Sunday, September 12, 2010

Rare Plant in Path of Runway Extension Toward Buskin River

Below the photo is a correct version of the story that appeared in the Kodiak Daily Mirror on September 8 2010.


Article published on Wednesday, Sep 08th, 2010
By SAM FRIEDMAN
Mirror Writer
A rare plant that had been documented only three times before in the world is suddenly making appearances in two different parts of Kodiak.
It’s called sessileleaf scurvygrass and it does not look like much. It’s a short plant between 2 and 3 inches tall with small white flowers and big green seedpods.
What is special about it at first glance is that it lives in an unusual place for a type of plant that usually grows on land. It seems to thrive below the tide line in lagoons, where it is completely submersed in brackish water twice a day.
The plant’s name comes from its relation to the common scurvy grass, a vitamin C-rich plant once eaten by sailors to treat and prevent scurvy. It is a member of the cabbage family.
Previously the plant had only been observed two times on the Kodiak Archipelago and once on the Kenai Peninsula.
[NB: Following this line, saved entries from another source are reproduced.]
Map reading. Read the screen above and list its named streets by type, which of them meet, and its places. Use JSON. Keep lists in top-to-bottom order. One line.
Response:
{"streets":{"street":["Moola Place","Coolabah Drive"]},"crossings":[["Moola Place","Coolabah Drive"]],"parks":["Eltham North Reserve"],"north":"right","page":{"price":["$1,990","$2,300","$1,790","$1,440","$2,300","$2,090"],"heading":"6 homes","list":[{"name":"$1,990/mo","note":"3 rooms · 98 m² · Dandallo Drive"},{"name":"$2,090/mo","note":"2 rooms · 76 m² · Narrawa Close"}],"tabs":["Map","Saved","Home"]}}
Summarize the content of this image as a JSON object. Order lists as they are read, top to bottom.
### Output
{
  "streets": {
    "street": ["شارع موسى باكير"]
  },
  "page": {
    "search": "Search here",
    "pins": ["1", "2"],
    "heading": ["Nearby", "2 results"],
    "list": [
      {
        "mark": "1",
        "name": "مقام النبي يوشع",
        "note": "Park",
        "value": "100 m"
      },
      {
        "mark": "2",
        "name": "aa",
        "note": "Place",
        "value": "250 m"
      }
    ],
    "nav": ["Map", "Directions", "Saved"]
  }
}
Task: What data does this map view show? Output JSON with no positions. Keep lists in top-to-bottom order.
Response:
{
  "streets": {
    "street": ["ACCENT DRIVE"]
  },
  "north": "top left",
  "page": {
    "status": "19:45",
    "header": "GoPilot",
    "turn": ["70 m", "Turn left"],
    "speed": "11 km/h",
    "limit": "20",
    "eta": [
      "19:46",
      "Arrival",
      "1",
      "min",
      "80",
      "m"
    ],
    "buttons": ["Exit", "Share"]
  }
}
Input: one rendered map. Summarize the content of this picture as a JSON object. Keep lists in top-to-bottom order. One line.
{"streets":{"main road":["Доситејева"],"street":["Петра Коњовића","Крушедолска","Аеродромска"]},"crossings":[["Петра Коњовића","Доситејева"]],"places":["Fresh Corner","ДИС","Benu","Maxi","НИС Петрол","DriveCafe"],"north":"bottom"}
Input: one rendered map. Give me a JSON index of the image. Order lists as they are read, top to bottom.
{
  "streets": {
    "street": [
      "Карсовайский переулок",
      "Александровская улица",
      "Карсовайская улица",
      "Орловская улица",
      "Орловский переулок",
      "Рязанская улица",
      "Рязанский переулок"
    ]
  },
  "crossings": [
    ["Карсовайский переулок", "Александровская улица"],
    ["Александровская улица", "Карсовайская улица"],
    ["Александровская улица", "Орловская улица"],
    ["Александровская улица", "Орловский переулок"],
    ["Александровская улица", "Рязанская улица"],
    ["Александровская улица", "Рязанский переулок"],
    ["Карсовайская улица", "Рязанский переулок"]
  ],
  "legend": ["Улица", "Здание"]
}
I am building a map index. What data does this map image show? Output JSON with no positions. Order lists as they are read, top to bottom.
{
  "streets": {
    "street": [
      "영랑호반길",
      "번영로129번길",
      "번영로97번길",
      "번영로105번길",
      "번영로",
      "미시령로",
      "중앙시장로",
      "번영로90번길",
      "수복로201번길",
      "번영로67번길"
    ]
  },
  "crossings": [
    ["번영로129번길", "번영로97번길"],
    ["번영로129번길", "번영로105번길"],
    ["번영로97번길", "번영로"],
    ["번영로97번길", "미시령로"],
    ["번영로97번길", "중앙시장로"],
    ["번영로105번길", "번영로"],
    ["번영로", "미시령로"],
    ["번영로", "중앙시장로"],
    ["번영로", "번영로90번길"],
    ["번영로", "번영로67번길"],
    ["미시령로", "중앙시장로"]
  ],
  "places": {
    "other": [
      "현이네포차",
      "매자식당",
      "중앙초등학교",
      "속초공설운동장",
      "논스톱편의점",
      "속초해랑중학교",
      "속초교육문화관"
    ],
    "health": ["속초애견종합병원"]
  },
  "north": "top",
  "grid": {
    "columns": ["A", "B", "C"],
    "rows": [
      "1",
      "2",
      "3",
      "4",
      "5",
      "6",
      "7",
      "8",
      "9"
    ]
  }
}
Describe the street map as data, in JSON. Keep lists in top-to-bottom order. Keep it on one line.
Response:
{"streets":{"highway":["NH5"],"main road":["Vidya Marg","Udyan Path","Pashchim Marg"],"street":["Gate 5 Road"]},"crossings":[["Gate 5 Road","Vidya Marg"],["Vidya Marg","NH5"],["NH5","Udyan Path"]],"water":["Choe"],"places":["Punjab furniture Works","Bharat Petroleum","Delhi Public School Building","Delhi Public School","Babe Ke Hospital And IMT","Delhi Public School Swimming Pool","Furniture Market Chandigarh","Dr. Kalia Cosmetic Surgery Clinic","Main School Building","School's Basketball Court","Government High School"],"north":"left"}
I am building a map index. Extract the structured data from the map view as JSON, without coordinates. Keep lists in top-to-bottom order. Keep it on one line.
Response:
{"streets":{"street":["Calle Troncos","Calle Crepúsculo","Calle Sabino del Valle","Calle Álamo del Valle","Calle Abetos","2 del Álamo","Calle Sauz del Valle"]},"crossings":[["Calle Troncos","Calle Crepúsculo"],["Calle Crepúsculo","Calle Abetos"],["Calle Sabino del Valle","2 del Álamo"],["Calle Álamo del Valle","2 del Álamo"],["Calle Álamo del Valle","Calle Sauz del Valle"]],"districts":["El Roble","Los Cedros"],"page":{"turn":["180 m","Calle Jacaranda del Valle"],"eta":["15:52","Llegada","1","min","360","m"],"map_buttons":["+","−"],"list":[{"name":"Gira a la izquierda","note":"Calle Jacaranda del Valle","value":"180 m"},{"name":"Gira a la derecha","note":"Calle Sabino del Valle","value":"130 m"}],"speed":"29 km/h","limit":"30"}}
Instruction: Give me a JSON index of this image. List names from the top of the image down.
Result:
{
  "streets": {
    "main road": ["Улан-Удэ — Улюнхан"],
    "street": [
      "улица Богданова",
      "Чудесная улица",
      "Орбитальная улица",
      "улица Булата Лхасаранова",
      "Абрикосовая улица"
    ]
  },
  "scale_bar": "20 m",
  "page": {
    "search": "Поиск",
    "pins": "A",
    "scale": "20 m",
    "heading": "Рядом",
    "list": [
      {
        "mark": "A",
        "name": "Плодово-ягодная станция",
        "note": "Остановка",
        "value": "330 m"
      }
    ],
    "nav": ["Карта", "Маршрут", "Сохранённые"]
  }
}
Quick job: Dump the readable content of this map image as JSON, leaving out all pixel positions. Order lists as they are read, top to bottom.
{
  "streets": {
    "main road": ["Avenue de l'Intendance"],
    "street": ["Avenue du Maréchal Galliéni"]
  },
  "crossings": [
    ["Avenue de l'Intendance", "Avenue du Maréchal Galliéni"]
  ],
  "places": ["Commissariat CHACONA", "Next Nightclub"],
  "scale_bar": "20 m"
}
The first time it was identified by scientists was in the 1930s.
But this year Kodiak botanist Stacy Studebaker came across it three times in one summer. First on Sitkalidak Island and then close to Kodiak near the mouth of the Buskin River.
“Nobody knows much about it,” she said. “That’s what is so exciting about it. How does it disperse its seeds? How does it get pollinated when it is under water half the time? Is it an annual or a perennial? Nobody knows.”
Studebaker discovered the sessileleaf scurvygrass populations on Sitkalidak Island as part of her annual plant survey of a part of the Kodiak National Wildlife Refuge. She first found it in McCord Bay and then found it in similar habitat in Sitkalida Lagoon
The discovery on the Buskin River came by accident when she described the plant to refuge biologist Bill Pyle, who said the plant sounded like something he had seen before at the Buskin.
An investigation of the Buskin revealed a large population not far from the mouth of the river.
The search also found two other rare plants, the Alaska mist maiden and the popcorn flower, neither as rare as the scurvy grass. Both have white flowers, although the popcorn flower has long skinny leaves while the Alaska mist maiden has large, scalloped leaves.
Studebaker said the presence of rare plants made her want to get more involved in a local conservation issue she was already watching closely, the planned expansion of the Kodiak State Airport runway.
The project is part of a required safety expansion to add buffer zones around airport runways. For the north-south runway the Federal Aviation Administration (FAA) is considering an alternative that would extend the land around the end of the runway by 1,200 feet toward the mouth of the Buskin.
Studebaker favors an alternative that would expand the runway toward the Coast Guard Base to the south. An expansion of the runway to the north would be devastating to the newly discovered plants, she said.
“They (the FAA) have this whole team of biologists and scientist who supposedly looked at this area,” she said. “They didn’t find the rare plants. That makes me wonder what else they might have missed.”
Studebaker wrote the FAA to tell the agency about the plant after her new discovery.
She has long been skeptical that an expansion toward the Buskin could be done without harming the river’s salmon run.
The FAA has been working on its environmental impact statement for the project since 2007. It recently announced it is going to push back its public release of a draft environmental impact study from fall 2010 to some time in the first half of 2011.
The sessileleaf scurvygrass is not considered an endangered species because so little is known about it. But it is in the category of rarest plants on the Alaska Natural Heritage Program rare vascular plant tracking list.